ON EQUITY CONSIDERATIONS FOR TRIBES
Karen Diver, Director of Business Development, Native American Initiatives at the University of Arizona
“Tribes have a unique political status, as well as racial and cultural status, that changes things a little bit when we look at what environmental justice and resiliency looks like for indigenous communities. It was noted earlier that people are placed-based, and tribes no more so. We have treaty-defined areas that really aren't subject to renegotiation. As climate impacts are felt, they aren’t going to move reservations or ceded territories, and so much of our culture and our identity is tied to the terrestrial landscape.”

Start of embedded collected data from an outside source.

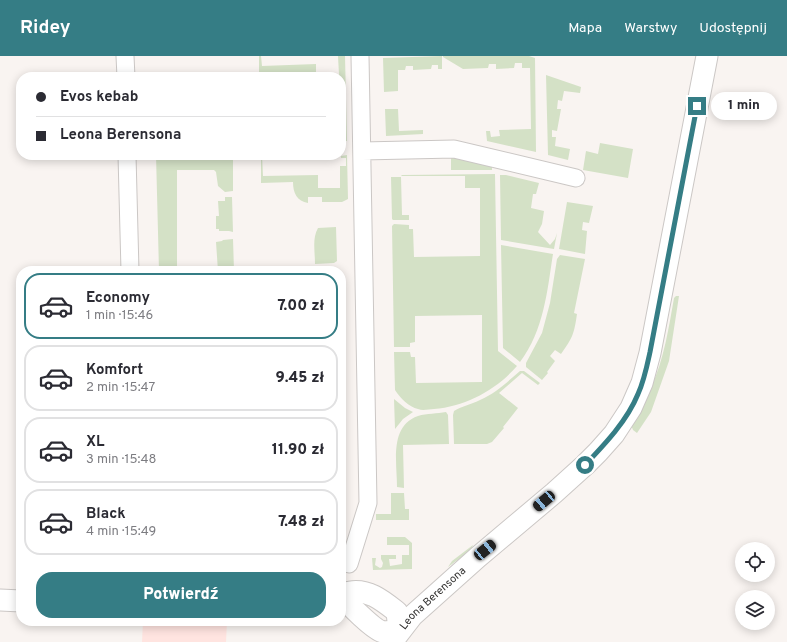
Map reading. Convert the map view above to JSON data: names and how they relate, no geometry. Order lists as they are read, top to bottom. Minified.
{"streets":{"street":["Leona Berensona"]},"page":{"header":"Ridey","nav":["Mapa","Warstwy","Udostępnij"],"banner":["Evos kebab","Leona Berensona"],"bubble":"1 min","list":[{"name":"Economy","note":"1 min · 15:46","value":"7.00 zł"},{"name":"Komfort","note":"2 min · 15:47","value":"9.45 zł"},{"name":"XL","note":"3 min · 15:48","value":"11.90 zł"},{"name":"Black","note":"4 min · 15:49","value":"7.48 zł"}],"buttons":"Potwierdź"}}
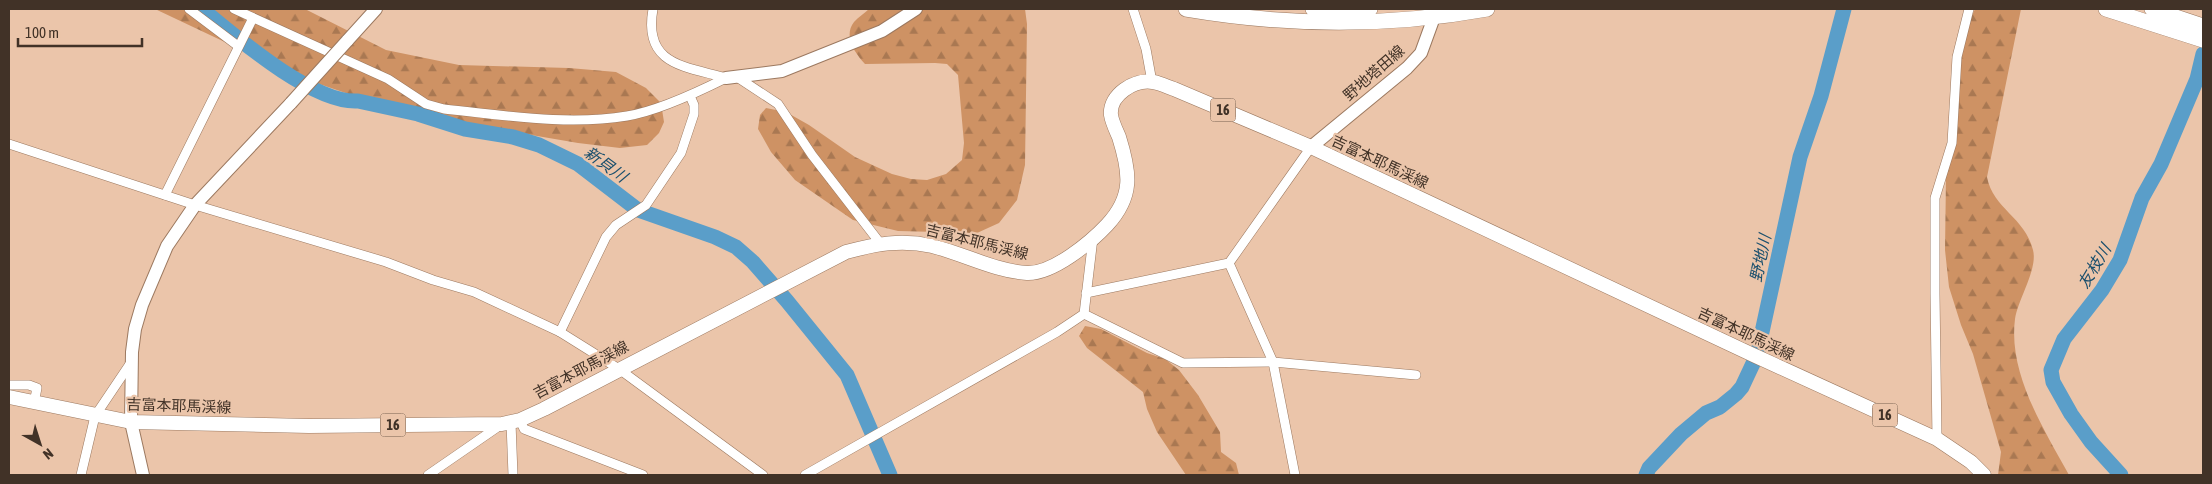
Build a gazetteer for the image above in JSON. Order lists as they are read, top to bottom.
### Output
{
  "streets": {
    "main road": ["16", "吉富本耶馬渓線"],
    "street": ["野地塔田線"]
  },
  "crossings": [
    ["野地塔田線", "吉富本耶馬渓線"]
  ],
  "water": ["新貝川", "野地川", "友枝川"],
  "scale_bar": "100 m",
  "north": "bottom right"
}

ON RESOURCES FOR TRIBES TO ADDRESS RESILIENCE
Diver
“Tribes have been traditionally under-resourced for normal government functions—whether its housing roads, schools, etc.—just to meet current-date demands. They certainly aren't resourced enough to look at resiliency efforts. When we are increasingly seeing different climate-related events, our infrastructure takes a battering, our facilities take a battering, our people take a battering. We're less able to respond to those crises.

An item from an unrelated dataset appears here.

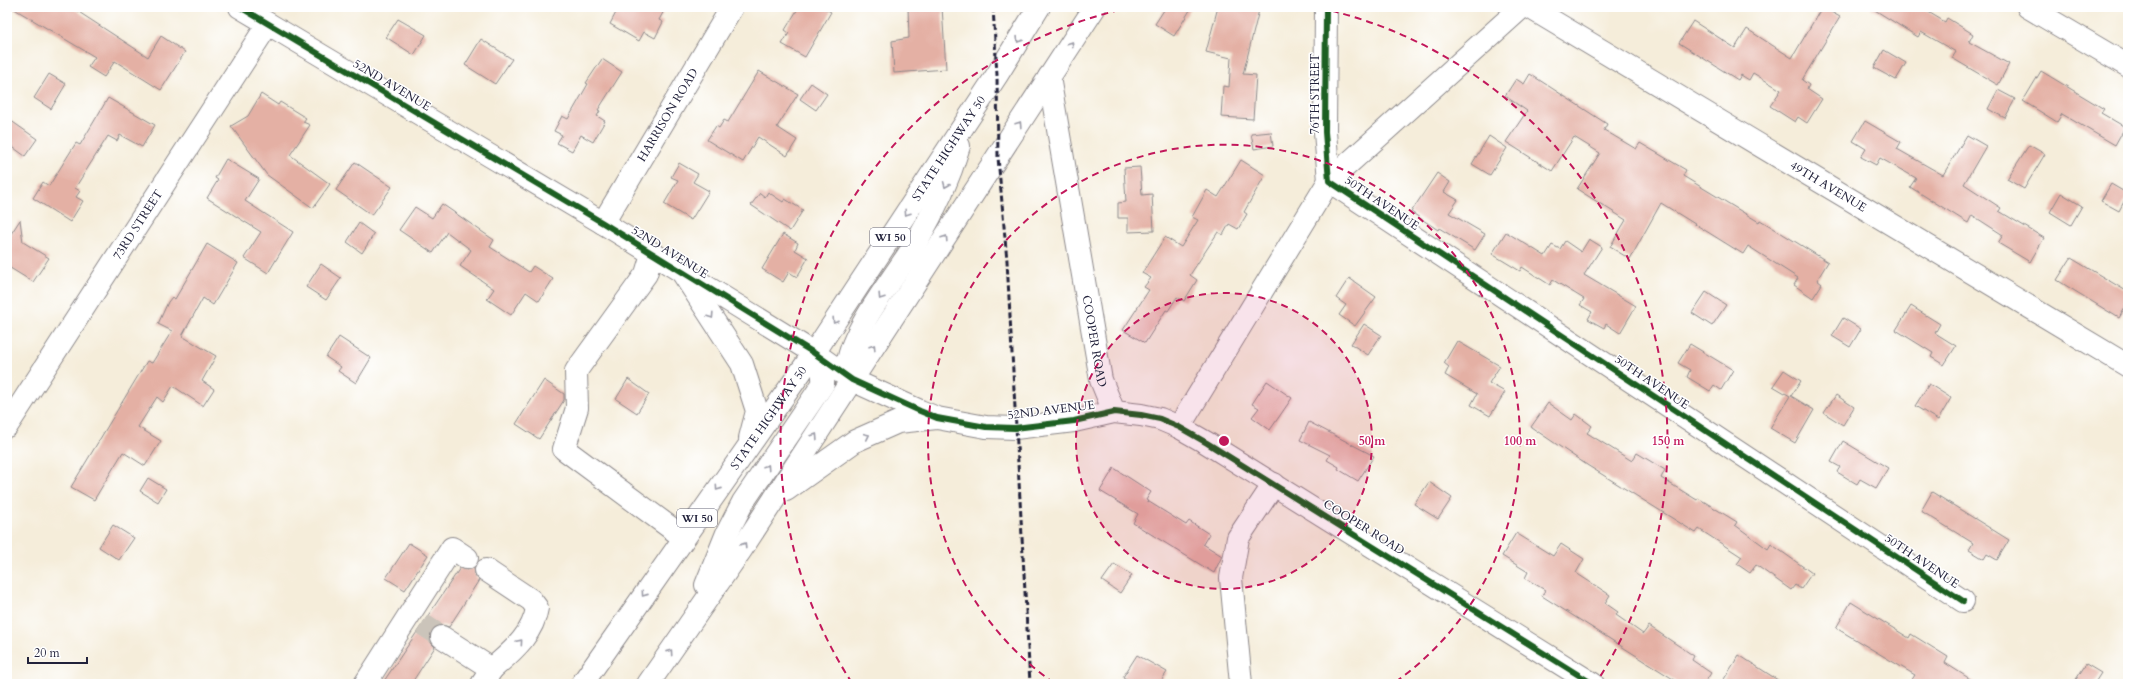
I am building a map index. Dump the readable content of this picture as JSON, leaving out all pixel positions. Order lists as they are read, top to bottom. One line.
{"streets":{"street":["52ND AVENUE","76TH STREET","HARRISON ROAD","STATE HIGHWAY 50","49TH AVENUE","50TH AVENUE","73RD STREET","WI 50","COOPER ROAD"]},"crossings":[["52ND AVENUE","HARRISON ROAD"],["52ND AVENUE","STATE HIGHWAY 50"],["52ND AVENUE","73RD STREET"],["52ND AVENUE","COOPER ROAD"],["76TH STREET","50TH AVENUE"]],"scale_bar":"20 m","rings":["50 m","100 m","150 m"]}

“The Biden administration has been great in responding to the pandemic of realizing those inequities and providing extra resources. Certainly with the climate crisis, this would be an opportunity to say where can we ramp up Tribes’ capacity and their planning efforts. Nearly all of them have shovel-ready projects that could be implemented, whether it's around natural resources, water capacity or alternative energy.”
ON HOW THE FEDERAL GOVERNMENT CAN WORK WITH LOCAL COMMUNITIES
Jainey Bavishi, Director, New York City Mayor's Office of Resiliency
“The thing that we're hoping we can partner with D.C. on going forward—and with the Biden administration, in particular—is more money so that we can take proactive action to address these challenges. I think there are some promising trajectories for programs like BRIC [Building Resilient Infrastructure and Communities]. We’re excited about the focus on pre-disaster mitigation, but we need those programs to be flexible enough to address the range of hazards that we face and to make sure that we can allocate those dollars to the most vulnerable communities and those who are most impacted.”

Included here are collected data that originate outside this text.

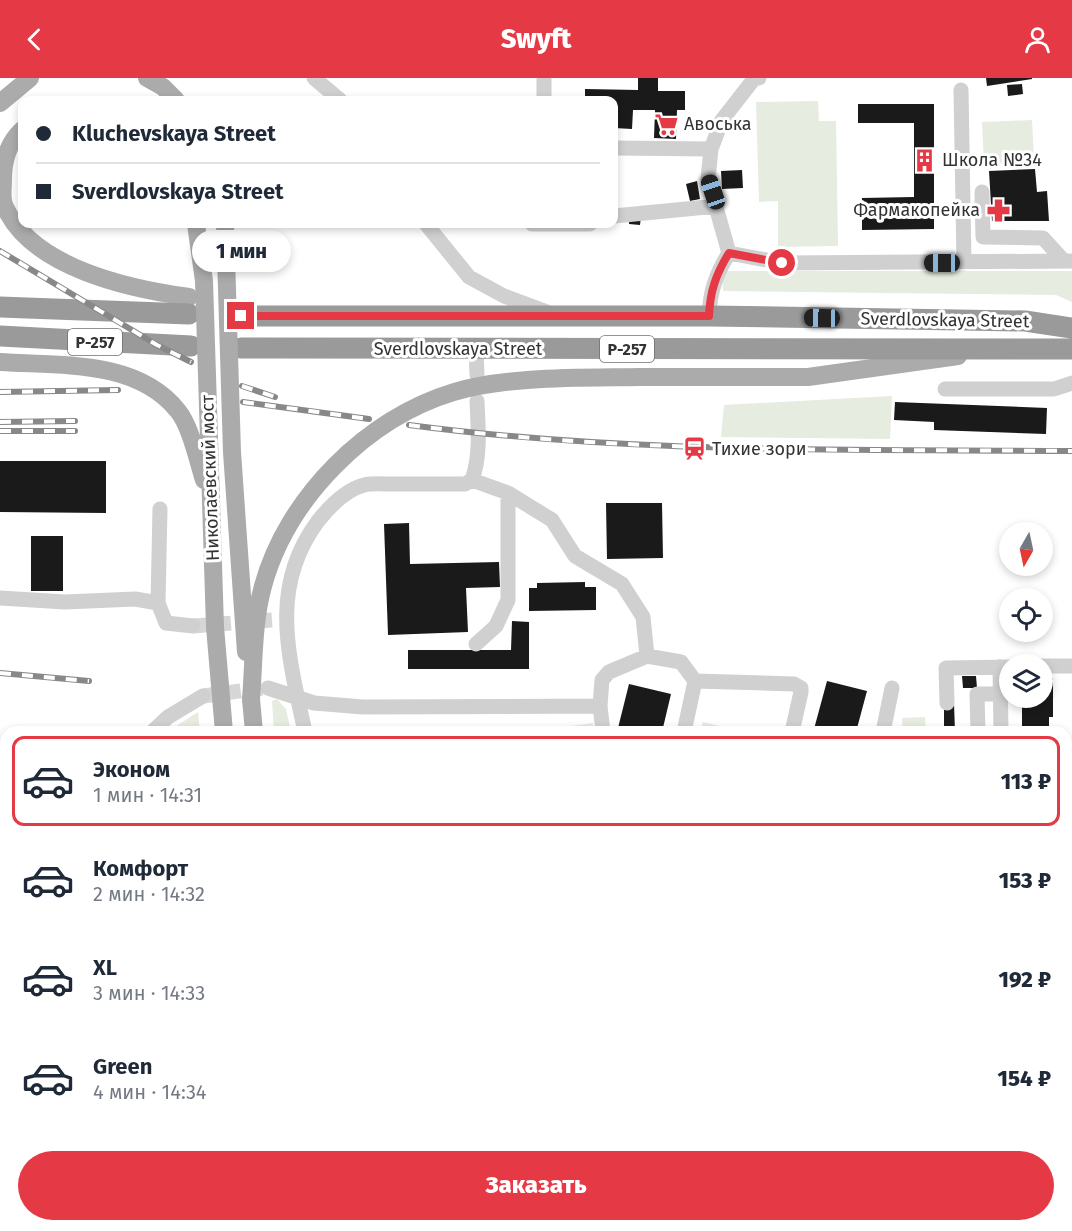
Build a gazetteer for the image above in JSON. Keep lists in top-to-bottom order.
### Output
{
  "streets": {
    "highway": ["Sverdlovskaya Street", "Р-257"],
    "main road": ["Николаевский мост"]
  },
  "places": {
    "supermarket": ["Авоська"],
    "building": ["Школа №34"],
    "pharmacy": ["Фармакопейка"],
    "station": ["Тихие зори"]
  },
  "north": "bottom",
  "page": {
    "header": "Swyft",
    "banner": ["Kluchevskaya Street", "Sverdlovskaya Street"],
    "bubble": "1 мин",
    "list": [
      {
        "name": "Эконом",
        "note": "1 мин · 14:31",
        "value": "113 ₽"
      },
      {
        "name": "Комфорт",
        "note": "2 мин · 14:32",
        "value": "153 ₽"
      },
      {
        "name": "XL",
        "note": "3 мин · 14:33",
        "value": "192 ₽"
      },
      {
        "name": "Green",
        "note": "4 мин · 14:34",
        "value": "154 ₽"
      }
    ],
    "buttons": "Заказать"
  }
}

ON INCORPORATING RESILIENCE INTO INFRASTRUCTURE PLANNING
Bavishi
“We actually just passed a local mandate [in New York City] to take all of our climate hazards and projections into account in our entire $90 billion capital portfolio. This is really big because it will shift the paradigm from thinking about climate resiliency projects as being in their own silo and really start embedding a climate resilience perspective across everything that we're doing. We're excited about that and hope that we can continue conversations with the Biden administration on how to take that model and apply it at the federal level.”
ON THE NEEDS OF DIFFERENT COMMUNITIES
Hayes
“Not all communities are in the same situation when it comes to their vulnerability to climate impacts. We need to prioritize our attention on those communities that are most at risk—Tribal communities, disadvantaged communities, other communities of all kinds that have different risk profiles.”